Delta reinfection risk low among unvaccinated children



But scientists warn that the findings do not mean that children should not be vaccinated against COVID-19.

Authors: Heidi Ledford July 4, 2022 NATURE

Children and adolescents who had not been vaccinated against COVID-19 mounted a long-lasting immune response to infection with the Delta variant of the coronavirus SARS-CoV-2, according to a large study of Israeli health records1. The study, which has been published as a preprint on medRxiv, has not yet been peer reviewed.

A year and a half after an infection, the resulting immune response was still about 80% effective at preventing reinfection, the study found. But it isn’t clear how the results will translate to infections by coronavirus variants of the Omicron lineage, which is now dominant in many countries. “There is a much less-robust immune response to Omicron among previously infected and/or vaccinated individuals,” says Yvonne Maldonado, chief of paediatric infectious diseases at Stanford School of Medicine in California. “Such immune responses are also significantly less durable.”

Even so, the study — which includes data from about 300,000 children and adolescents — is a welcome addition to the relatively small pool of knowledge about immune responses to SARS-CoV-2 in children, says paediatrician Nigel Crawford at the Murdoch Children’s Research Institute in Melbourne, Australia, who studies vaccinology. “They’re a group for which we haven’t seen a huge amount of data to date,” he says.

When Delta dominated

The study’s authors collected data on coronavirus infections from Maccabi Healthcare Services, an Israeli health-insurance plan.

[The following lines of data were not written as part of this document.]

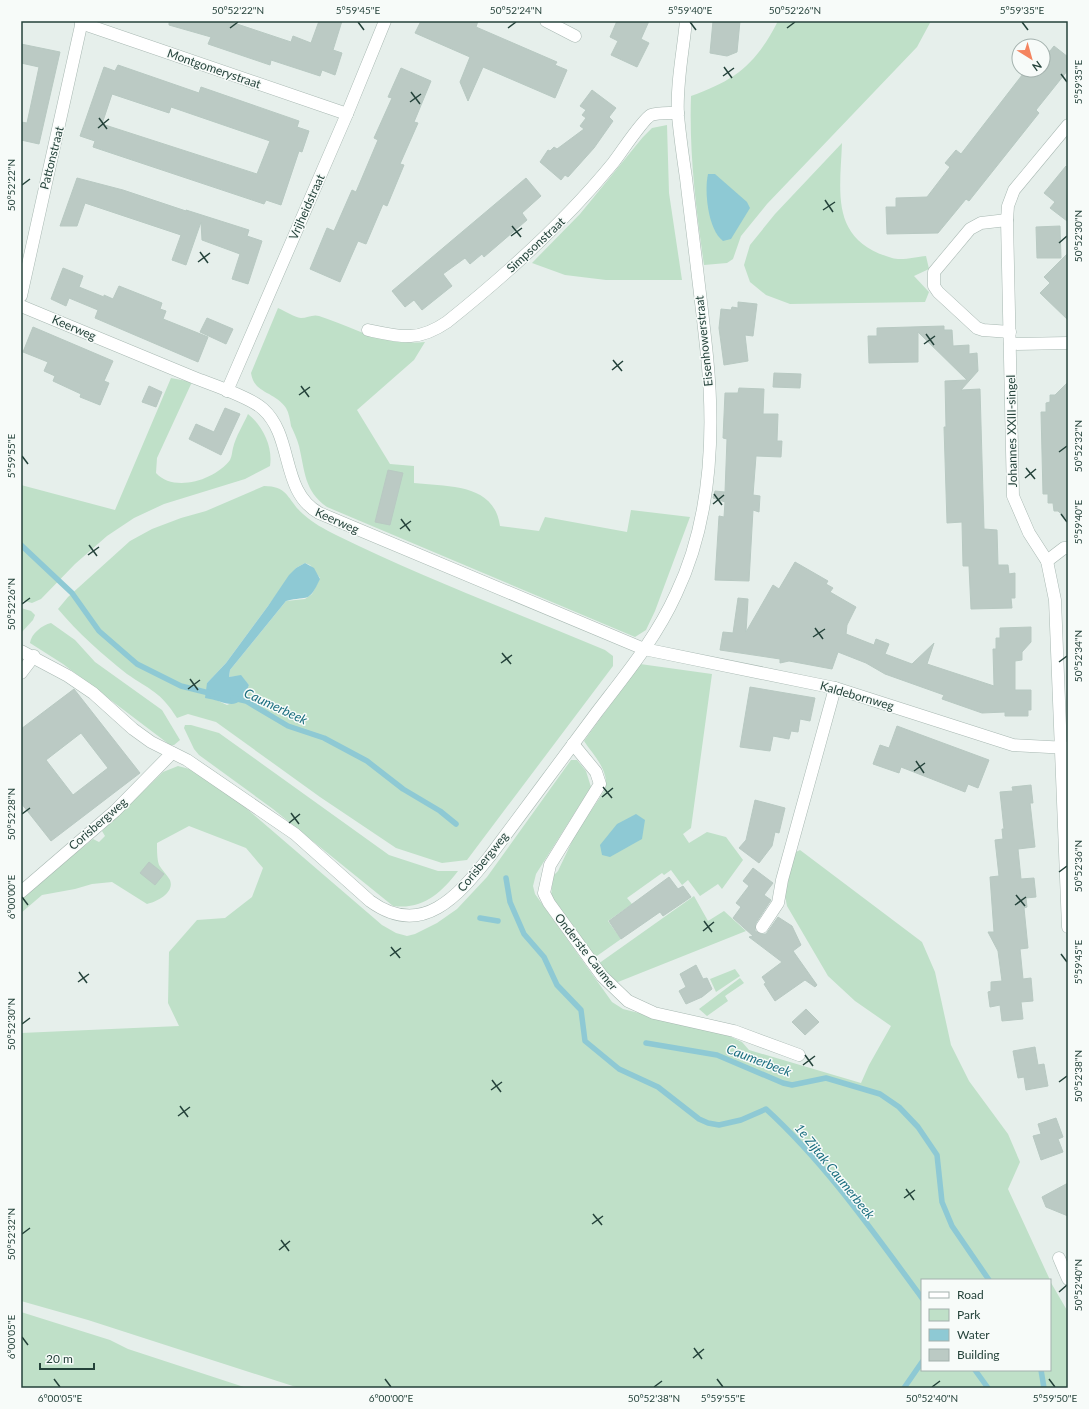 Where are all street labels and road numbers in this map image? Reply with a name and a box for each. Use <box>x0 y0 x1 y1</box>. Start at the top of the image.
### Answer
street label: Montgomerystraat <box>165 45 264 92</box>
street label: Pattonstraat <box>36 124 67 191</box>
street label: Vrijheidstraat <box>285 171 328 242</box>
street label: Simpsonstraat <box>503 213 569 276</box>
street label: Eisenhowerstraat <box>691 294 716 387</box>
street label: Keerweg <box>50 312 99 344</box>
street label: Johannes XXIII-singel <box>1003 375 1020 487</box>
street label: Keerweg <box>313 504 361 537</box>
street label: Kaldebornweg <box>818 678 896 713</box>
street label: Corisbergweg <box>65 794 130 853</box>
street label: Corisbergweg <box>454 829 511 895</box>
street label: Onderste Caumer <box>552 910 622 994</box> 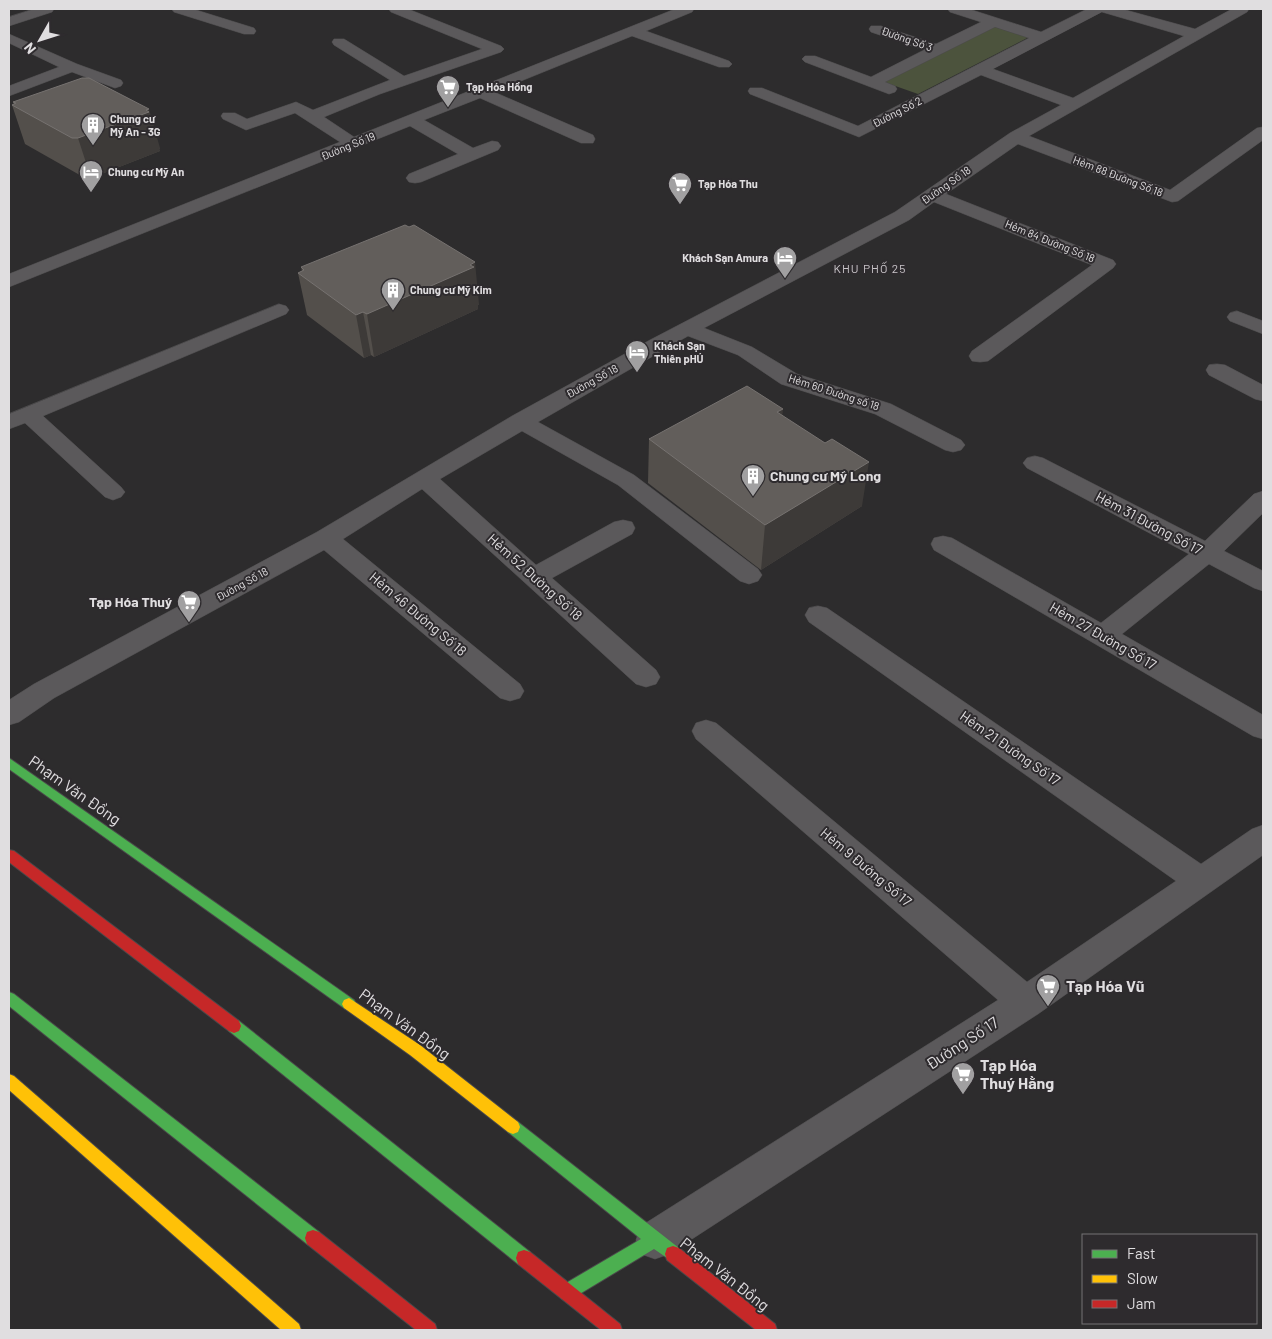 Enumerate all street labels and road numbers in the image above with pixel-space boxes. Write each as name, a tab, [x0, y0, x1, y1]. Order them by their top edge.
street label: Đường Số 3	[880, 24, 935, 53]
street label: Đường Số 2	[870, 94, 924, 130]
street label: Đường Số 19	[319, 129, 377, 162]
street label: Hẻm 88 Đường Số 18	[1071, 152, 1165, 199]
street label: Đường Số 18	[919, 163, 973, 206]
street label: Hẻm 84 Đường Số 18	[1003, 217, 1097, 265]
street label: Đường Số 18	[564, 361, 620, 400]
street label: Hẻm 60 Đường số 18	[787, 371, 881, 412]
street label: Hẻm 31 Đường Số 17	[1093, 487, 1206, 558]
street label: Hẻm 52 Đường Số 18	[485, 530, 586, 624]
street label: Đường Số 18	[214, 564, 270, 603]
street label: Hẻm 46 Đường Số 18	[366, 568, 470, 659]
street label: Hẻm 27 Đường Số 17	[1047, 598, 1160, 673]
street label: Hẻm 21 Đường Số 17	[957, 707, 1064, 789]
street label: Phạm Văn Đồng	[26, 751, 125, 828]
street label: Hẻm 9 Đường Số 17	[817, 824, 915, 910]
street label: Phạm Văn Đồng	[356, 984, 455, 1063]
street label: Đường Số 17	[922, 1012, 1002, 1073]
street label: Phạm Văn Đồng	[677, 1233, 774, 1314]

They focused on the risk of infection from 1 July to 13 December 2021, when the Delta variant was dominant in Israel.

The team found that unvaccinated children and adolescents were 89% less likely to be infected with SARS-CoV-2 3–6 months after their first infection than were children who had not previously been infected. For the 12–18 age group, this protection against reinfection dropped to 82.5% from 9 months to a year after infection and remained at around that level until up to 18 months post-infection.

Children aged 5–11, however, maintained the same level of protection. That, says Crawford, could fit with observations that young children often experience milder COVID-19 than do adolescents and adults.

The study authors are now working to collect data on Omicron infections, but that analysis will be more difficult because many people in Israel switched from PCR tests to at-home rapid antigen testing in December 2021. This means that fewer positive test results have since been reported in electronic health records.

Overall, the study design is robust, says clinical data scientist Hossein Estiri at Harvard Medical School in Boston, Massachusetts. He notes that some Twitter users have picked up on the preprint and are touting it as evidence that children who have had SARS-CoV-2 infections do not need to be vaccinated. But Estiri says it’s not clear from the study how well protection from natural infection stacks up to that from vaccines, because the researchers did not include a head-to-head comparison. “This study doesn’t say that those children don’t need to be vaccinated.”

Don’t discount vaccines

And because severe COVID-19 is rare in children, the study could not make strong conclusions about protection from serious illness and hospitalization. “We know that a lot of vaccine efficacy is against severe disease,” he says.

In addition, Crawford notes that people who have both been vaccinated and had a SARS-CoV-2 infection often experience a super-charged immune response compared with those who have had only a vaccine or infection. “You wouldn’t want to rely purely on infection alone for immunity,” he says. “We have no idea what the next wave will bring.”